- _WORK REQUIRED_
Your answer must be every line of the data that holds the string "from".

- _EXERCISE INPUTS_
——————————

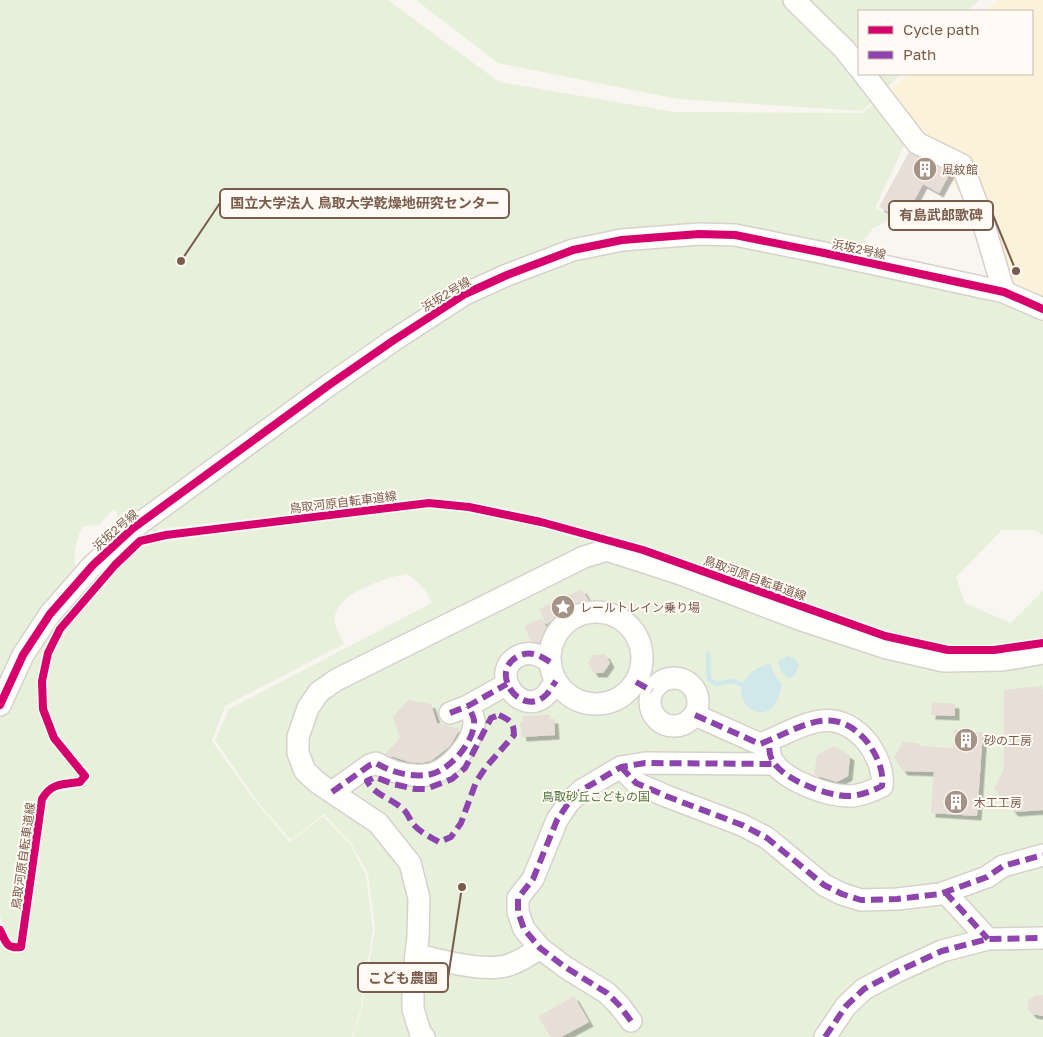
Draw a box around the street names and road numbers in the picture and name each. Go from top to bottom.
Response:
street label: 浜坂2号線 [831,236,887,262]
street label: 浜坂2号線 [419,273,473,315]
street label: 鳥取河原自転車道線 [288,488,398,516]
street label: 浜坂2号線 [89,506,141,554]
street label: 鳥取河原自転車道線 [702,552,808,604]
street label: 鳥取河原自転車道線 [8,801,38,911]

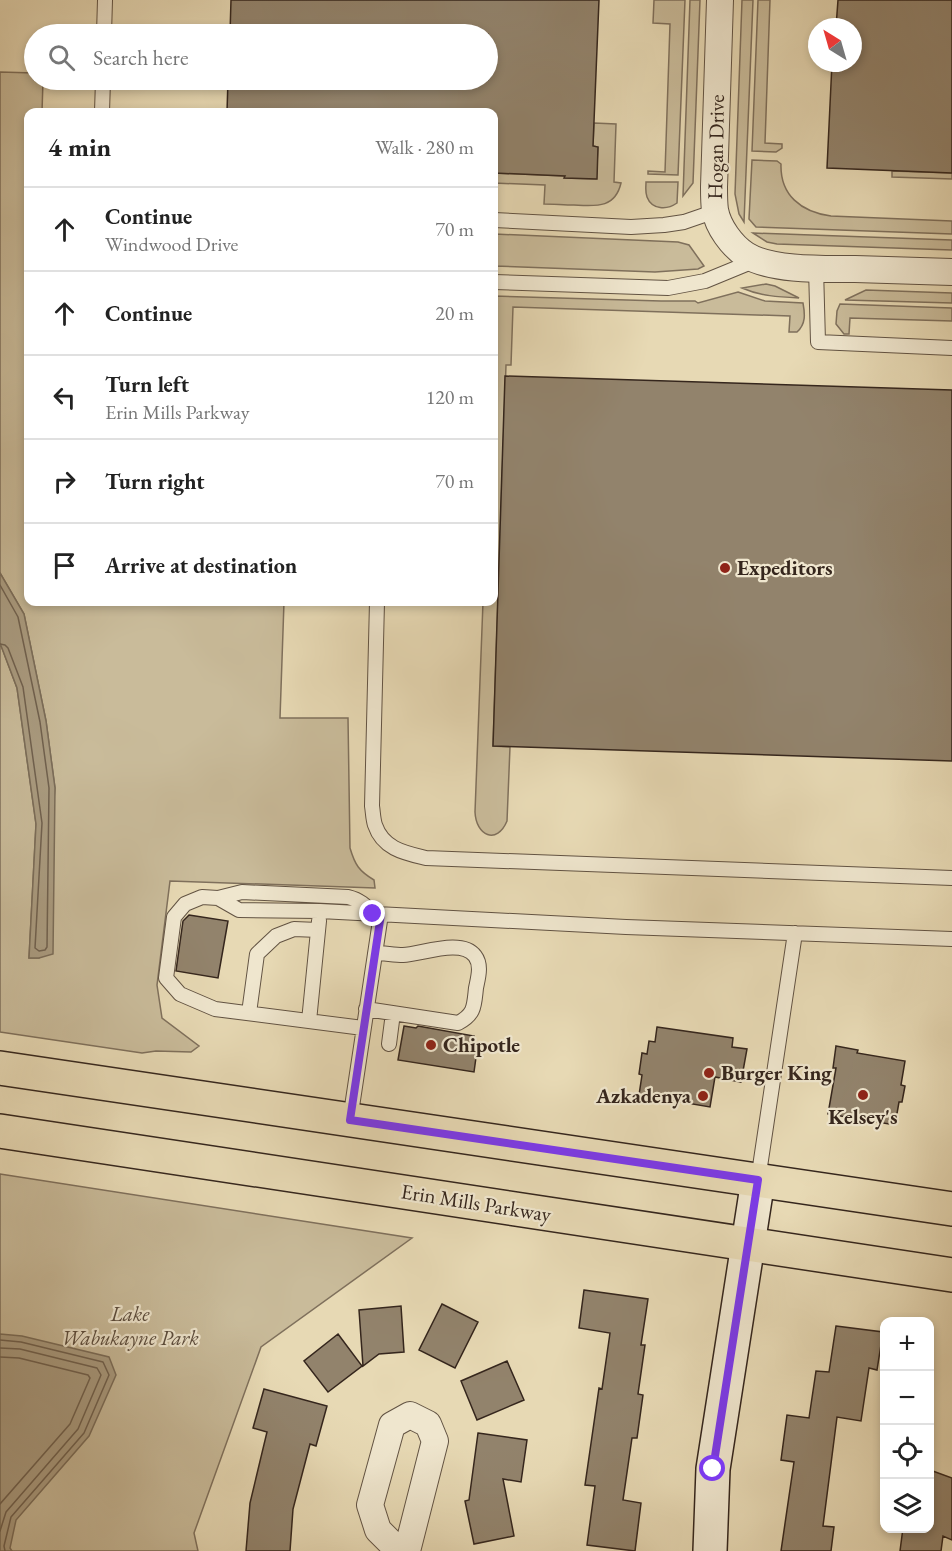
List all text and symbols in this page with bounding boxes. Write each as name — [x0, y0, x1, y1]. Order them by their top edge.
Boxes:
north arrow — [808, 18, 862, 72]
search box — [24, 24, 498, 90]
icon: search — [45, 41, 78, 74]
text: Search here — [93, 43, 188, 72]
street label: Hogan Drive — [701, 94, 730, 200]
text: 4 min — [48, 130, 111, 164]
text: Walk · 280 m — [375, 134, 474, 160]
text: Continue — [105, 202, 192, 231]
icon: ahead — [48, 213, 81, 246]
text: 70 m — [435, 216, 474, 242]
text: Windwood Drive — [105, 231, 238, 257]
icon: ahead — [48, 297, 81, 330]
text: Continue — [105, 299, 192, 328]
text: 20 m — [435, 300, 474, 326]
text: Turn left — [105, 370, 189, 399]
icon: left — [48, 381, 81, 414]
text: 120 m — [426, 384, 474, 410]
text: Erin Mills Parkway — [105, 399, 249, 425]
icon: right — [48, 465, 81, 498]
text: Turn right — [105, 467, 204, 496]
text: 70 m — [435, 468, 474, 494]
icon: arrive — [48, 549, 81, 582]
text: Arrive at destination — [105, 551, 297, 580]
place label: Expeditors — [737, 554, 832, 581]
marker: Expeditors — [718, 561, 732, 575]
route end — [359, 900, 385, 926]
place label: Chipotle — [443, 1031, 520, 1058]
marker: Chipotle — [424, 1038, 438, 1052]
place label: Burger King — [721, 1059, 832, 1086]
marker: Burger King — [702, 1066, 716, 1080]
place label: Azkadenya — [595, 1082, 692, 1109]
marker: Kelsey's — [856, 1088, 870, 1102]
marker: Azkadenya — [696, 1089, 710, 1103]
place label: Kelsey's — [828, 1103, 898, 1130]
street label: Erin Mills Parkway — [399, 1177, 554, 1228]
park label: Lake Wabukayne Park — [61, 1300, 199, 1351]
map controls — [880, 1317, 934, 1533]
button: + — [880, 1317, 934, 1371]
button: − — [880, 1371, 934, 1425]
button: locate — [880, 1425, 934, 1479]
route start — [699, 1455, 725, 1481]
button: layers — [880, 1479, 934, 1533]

——————————

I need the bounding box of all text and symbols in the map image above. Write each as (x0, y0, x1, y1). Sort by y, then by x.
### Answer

——————————

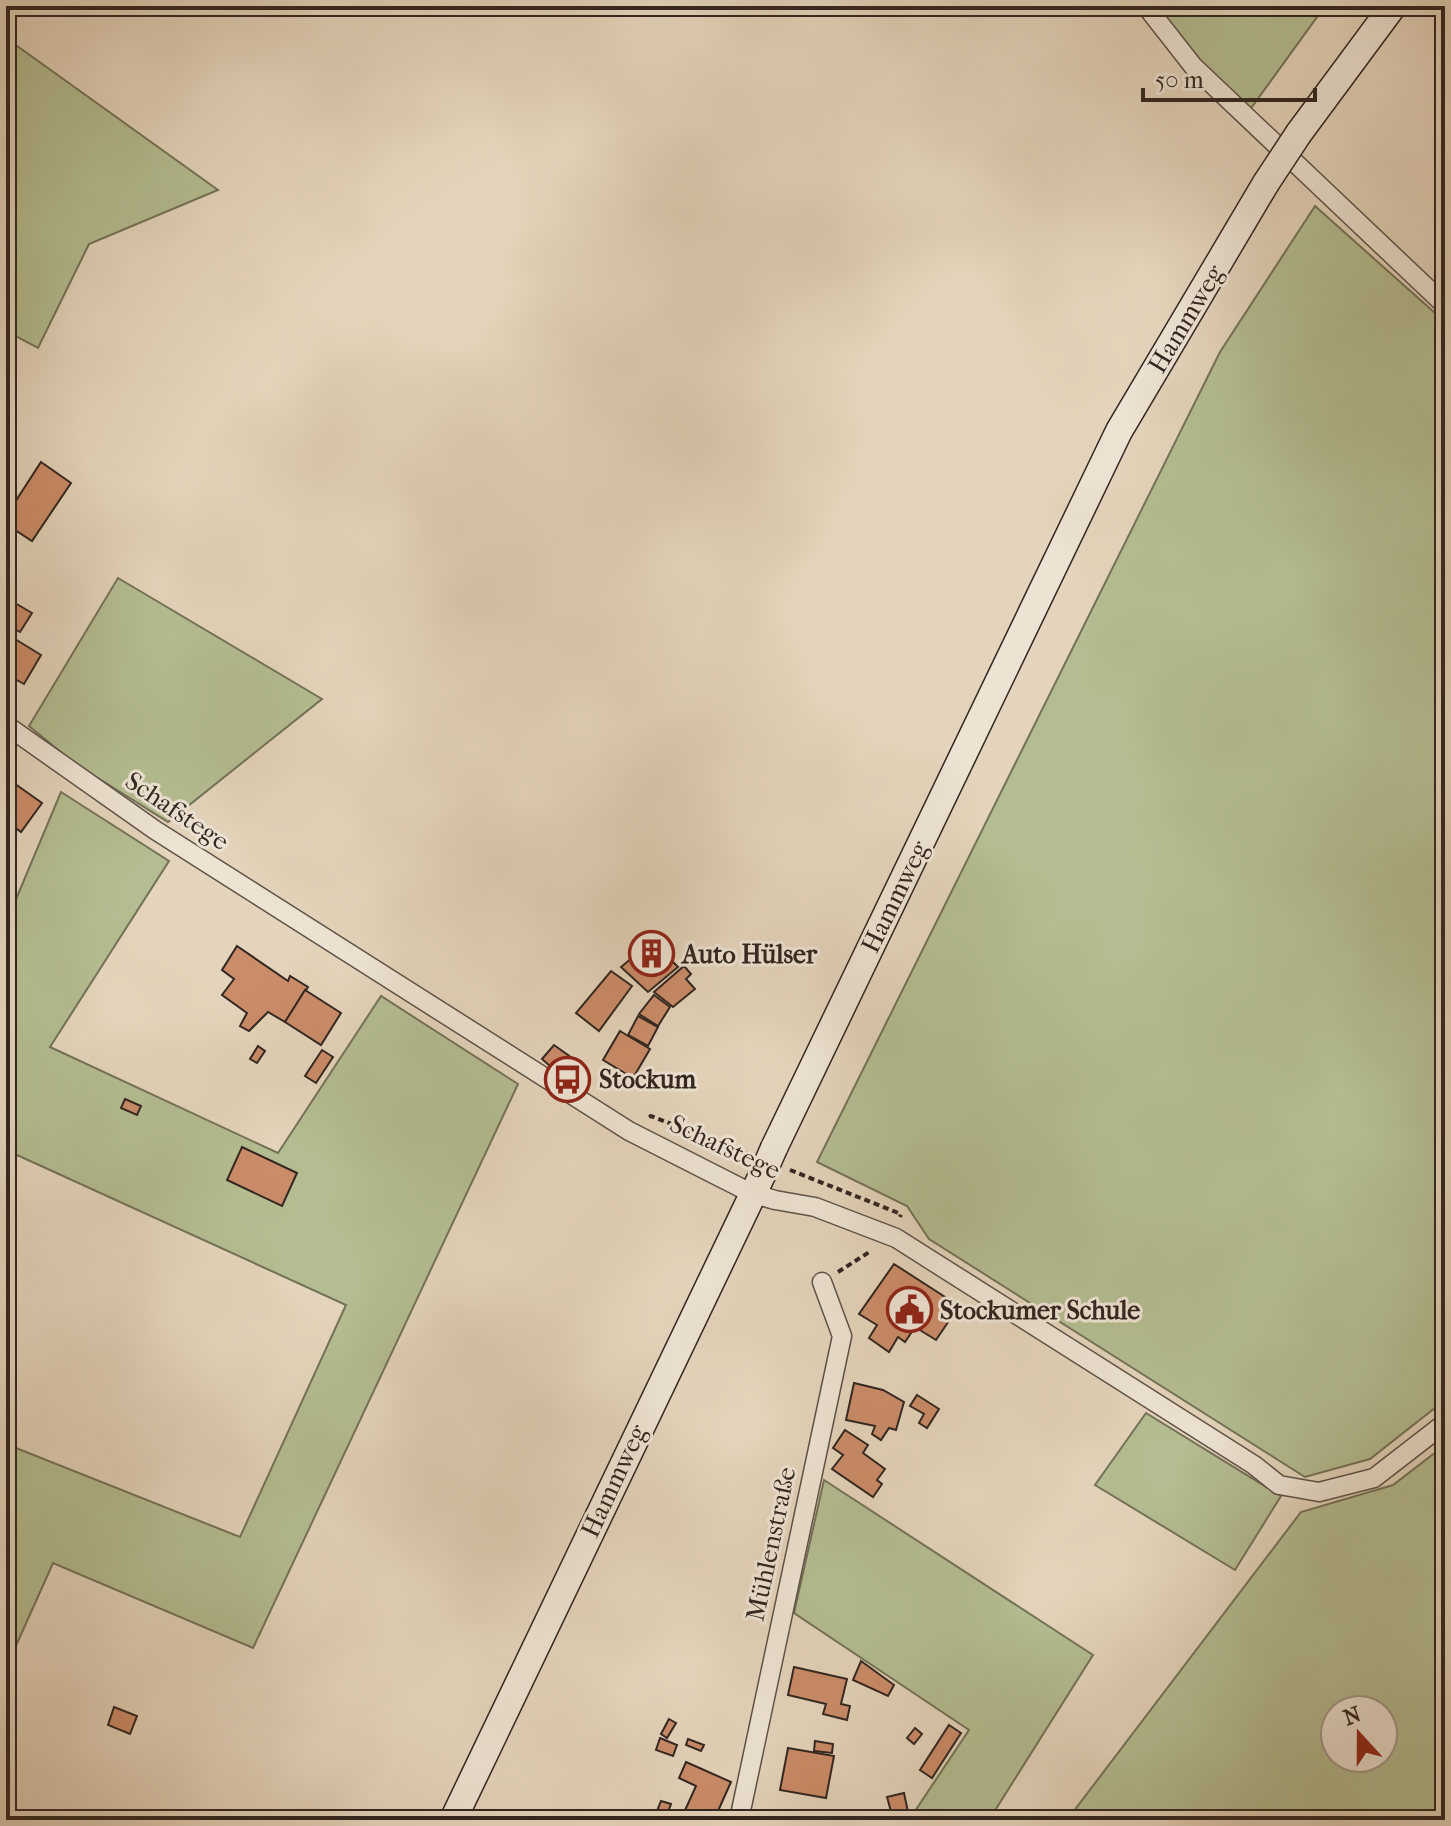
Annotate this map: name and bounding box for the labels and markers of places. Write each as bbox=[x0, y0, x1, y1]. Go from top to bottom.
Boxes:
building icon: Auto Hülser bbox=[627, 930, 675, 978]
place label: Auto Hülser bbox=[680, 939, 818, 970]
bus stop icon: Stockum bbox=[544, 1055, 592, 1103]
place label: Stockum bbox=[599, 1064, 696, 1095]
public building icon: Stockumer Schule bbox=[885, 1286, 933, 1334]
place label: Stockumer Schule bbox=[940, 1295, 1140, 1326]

——————————

- _RESPONSE_
Draw a box around the street names and road numbers in the picture and name each. Go from top to bottom.
Annotate this map: name and bounding box for the labels and markers of places. Write each as bbox=[x0, y0, x1, y1]. Go from top to bottom.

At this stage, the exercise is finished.